Pero lo cierto es que ambos poderes se bloquearon mutuamente en un lapso histórico tan breve como un año. El golpe final, sin embargo, no es contra ellos. Lo más perjudicado es la representación social de la política, la institucionalidad de los partidos y la confianza en los procesos electorales. El golpe es hacia esa ciudadanía que en el 2019 nos convirtió, ante el Barómetro, en el país sudamericano con mayor tolerancia al cierre de un Congreso y a los golpes militares.

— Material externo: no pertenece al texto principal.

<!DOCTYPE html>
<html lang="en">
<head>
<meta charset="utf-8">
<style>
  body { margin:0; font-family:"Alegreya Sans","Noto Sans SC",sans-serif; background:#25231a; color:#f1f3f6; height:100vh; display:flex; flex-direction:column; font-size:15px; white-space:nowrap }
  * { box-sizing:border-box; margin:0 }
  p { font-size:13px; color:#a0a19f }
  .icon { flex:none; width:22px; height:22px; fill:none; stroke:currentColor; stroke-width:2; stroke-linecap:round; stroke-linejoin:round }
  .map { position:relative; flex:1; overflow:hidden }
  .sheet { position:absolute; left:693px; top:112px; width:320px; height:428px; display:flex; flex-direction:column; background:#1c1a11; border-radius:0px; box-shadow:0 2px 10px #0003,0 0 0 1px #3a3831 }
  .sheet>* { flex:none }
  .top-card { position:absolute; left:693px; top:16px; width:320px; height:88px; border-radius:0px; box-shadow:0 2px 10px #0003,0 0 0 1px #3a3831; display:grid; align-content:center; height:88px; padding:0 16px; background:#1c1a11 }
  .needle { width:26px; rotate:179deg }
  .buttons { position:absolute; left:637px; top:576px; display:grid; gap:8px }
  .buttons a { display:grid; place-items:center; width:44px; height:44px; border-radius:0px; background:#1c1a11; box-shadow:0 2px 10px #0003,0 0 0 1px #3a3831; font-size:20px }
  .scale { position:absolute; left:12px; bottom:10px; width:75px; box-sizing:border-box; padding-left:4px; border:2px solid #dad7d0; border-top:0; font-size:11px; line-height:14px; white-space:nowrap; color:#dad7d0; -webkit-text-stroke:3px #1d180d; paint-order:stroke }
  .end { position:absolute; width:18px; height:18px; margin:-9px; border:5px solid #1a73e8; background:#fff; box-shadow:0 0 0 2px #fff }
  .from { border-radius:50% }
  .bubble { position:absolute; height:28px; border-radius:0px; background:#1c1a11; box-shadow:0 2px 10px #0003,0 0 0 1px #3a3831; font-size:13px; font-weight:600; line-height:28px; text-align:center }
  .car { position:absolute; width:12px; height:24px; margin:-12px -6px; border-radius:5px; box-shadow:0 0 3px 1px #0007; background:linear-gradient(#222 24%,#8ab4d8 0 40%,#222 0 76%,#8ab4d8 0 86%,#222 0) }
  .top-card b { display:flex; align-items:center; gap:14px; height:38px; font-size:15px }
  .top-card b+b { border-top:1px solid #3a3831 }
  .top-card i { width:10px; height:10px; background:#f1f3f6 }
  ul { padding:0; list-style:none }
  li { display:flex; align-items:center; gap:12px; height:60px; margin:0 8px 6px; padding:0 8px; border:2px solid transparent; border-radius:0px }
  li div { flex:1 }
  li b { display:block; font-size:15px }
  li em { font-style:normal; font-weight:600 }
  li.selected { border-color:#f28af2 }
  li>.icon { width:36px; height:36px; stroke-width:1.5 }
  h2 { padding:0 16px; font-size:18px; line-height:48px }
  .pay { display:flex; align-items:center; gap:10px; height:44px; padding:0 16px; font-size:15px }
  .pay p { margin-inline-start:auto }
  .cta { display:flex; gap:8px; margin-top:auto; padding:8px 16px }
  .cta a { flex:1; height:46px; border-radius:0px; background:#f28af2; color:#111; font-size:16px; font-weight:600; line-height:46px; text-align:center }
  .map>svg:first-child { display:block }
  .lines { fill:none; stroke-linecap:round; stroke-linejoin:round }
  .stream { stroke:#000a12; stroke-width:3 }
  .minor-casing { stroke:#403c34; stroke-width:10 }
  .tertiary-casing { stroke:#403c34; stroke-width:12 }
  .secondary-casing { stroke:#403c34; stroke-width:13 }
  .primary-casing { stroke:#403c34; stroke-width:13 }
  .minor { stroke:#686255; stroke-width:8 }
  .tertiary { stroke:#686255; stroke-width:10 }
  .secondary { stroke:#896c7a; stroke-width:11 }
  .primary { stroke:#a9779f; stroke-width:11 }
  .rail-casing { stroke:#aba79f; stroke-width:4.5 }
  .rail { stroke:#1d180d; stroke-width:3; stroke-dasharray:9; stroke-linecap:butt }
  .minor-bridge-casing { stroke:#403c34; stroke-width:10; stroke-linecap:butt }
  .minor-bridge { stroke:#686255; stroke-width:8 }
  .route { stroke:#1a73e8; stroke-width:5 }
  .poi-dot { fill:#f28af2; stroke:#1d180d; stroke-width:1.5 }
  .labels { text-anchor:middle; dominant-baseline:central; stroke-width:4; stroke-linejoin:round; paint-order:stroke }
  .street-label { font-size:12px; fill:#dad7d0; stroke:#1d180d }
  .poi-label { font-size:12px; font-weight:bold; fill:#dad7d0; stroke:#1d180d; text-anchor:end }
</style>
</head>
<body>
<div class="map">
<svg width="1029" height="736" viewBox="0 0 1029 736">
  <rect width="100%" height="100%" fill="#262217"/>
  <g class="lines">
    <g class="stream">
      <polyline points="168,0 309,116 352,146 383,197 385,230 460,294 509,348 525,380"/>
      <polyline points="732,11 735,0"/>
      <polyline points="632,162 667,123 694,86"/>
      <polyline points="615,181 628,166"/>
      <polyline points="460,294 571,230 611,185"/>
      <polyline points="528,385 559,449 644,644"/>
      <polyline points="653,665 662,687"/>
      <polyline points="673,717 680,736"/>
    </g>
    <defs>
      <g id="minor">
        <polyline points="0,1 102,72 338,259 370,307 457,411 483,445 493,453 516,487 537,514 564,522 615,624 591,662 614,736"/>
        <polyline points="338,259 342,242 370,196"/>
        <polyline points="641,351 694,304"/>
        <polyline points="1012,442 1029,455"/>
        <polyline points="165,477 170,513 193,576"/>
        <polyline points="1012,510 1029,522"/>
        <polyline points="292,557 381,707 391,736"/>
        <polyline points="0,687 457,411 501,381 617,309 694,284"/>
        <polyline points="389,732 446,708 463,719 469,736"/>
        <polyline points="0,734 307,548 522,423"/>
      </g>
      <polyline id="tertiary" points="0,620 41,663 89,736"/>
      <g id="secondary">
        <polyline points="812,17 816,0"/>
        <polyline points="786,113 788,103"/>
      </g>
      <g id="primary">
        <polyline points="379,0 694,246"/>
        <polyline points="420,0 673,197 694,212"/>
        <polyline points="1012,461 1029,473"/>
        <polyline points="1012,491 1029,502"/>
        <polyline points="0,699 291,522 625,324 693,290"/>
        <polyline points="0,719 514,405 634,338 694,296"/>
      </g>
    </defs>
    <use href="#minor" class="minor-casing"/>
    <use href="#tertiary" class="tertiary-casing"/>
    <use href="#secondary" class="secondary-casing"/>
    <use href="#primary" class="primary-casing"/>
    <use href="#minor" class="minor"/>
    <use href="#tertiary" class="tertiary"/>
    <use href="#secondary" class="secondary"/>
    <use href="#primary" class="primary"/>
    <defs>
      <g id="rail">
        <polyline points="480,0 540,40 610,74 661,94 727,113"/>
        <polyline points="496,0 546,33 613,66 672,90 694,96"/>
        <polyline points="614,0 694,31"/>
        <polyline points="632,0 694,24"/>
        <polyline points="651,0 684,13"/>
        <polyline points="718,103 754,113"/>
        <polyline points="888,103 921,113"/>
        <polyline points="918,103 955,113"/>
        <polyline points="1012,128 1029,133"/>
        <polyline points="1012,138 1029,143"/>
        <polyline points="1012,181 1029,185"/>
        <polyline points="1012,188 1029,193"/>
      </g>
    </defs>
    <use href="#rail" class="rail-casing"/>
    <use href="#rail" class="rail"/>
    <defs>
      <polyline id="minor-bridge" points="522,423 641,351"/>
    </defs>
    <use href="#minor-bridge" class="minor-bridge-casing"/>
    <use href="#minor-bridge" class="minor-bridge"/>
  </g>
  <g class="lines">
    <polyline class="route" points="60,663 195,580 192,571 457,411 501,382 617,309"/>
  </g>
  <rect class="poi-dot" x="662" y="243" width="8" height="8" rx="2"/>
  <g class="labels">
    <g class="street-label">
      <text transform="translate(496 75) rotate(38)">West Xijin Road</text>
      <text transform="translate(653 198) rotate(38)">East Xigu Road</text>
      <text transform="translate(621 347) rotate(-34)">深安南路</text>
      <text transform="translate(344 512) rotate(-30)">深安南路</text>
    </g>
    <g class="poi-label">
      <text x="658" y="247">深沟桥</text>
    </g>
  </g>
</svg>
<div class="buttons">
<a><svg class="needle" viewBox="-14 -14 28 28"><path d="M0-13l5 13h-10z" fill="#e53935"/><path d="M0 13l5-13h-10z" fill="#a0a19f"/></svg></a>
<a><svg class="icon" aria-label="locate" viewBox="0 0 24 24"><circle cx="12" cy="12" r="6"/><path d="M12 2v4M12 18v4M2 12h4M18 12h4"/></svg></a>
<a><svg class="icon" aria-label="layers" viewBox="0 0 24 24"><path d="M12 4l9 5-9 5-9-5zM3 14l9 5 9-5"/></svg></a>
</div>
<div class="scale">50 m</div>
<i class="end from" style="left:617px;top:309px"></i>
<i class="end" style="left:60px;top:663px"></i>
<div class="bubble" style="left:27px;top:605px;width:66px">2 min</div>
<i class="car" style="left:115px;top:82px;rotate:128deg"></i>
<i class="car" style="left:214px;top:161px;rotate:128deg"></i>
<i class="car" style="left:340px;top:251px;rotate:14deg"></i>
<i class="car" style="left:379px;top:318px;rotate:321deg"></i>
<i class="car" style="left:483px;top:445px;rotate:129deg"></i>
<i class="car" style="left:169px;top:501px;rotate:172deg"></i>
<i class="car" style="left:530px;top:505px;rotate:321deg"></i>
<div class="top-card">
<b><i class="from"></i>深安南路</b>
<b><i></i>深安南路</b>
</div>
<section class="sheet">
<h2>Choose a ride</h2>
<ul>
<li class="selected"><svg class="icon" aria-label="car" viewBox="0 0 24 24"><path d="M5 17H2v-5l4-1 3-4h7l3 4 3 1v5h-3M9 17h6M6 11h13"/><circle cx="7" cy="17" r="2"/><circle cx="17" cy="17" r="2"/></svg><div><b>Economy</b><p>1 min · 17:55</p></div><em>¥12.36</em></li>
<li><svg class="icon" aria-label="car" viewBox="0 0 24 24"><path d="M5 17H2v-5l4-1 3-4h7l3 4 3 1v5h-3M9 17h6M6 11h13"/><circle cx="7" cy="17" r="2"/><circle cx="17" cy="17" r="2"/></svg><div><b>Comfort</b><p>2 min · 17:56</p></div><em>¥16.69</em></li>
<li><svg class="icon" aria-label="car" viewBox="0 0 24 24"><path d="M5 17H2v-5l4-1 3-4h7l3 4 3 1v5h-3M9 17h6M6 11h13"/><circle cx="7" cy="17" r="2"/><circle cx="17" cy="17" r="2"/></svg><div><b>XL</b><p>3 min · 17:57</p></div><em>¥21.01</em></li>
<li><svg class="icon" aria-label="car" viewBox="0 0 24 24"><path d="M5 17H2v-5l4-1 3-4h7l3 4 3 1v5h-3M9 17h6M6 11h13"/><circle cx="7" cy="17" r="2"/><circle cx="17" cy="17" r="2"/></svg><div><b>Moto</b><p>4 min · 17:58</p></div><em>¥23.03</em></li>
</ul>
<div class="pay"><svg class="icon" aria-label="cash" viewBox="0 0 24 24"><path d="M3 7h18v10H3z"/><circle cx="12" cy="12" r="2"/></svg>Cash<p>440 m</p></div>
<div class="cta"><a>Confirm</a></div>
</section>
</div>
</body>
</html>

Hoy, miles de peruanos marchan en contra del Congreso y del nuevo gobierno, y no necesariamente a favor del ‘Fenómeno Vizcarra’. Un fenómeno gaseoso y sin sustancia, explicado netamente por oposición. La personificación de una paradoja vacía. En cambio, aunque parezca contraintuitivo, las marchas no son extrañas en el Perú. Nuevamente, el Barómetro da al país el segundo lugar de la región en cuanto al uso y aparición de manifestaciones sociales, solo detrás de Bolivia.
“Me retiro a mis labores de ingeniero y a revisar temas con mi abogado”, dice a los medios Vizcarra, el día siguiente a la vacancia. Se despide como un personaje que no encuentra mayores elementos para continuar en la lucha política. Deslegitimado en su bandera anticorrupción, desnudado en el fuero de su núcleo más cercano e incapaz de demostrar con cifras, obras u otros los logros de una administración de gobierno que se ha desvanecido de un día al otro. Así de endeble, como si nunca hubiera existido.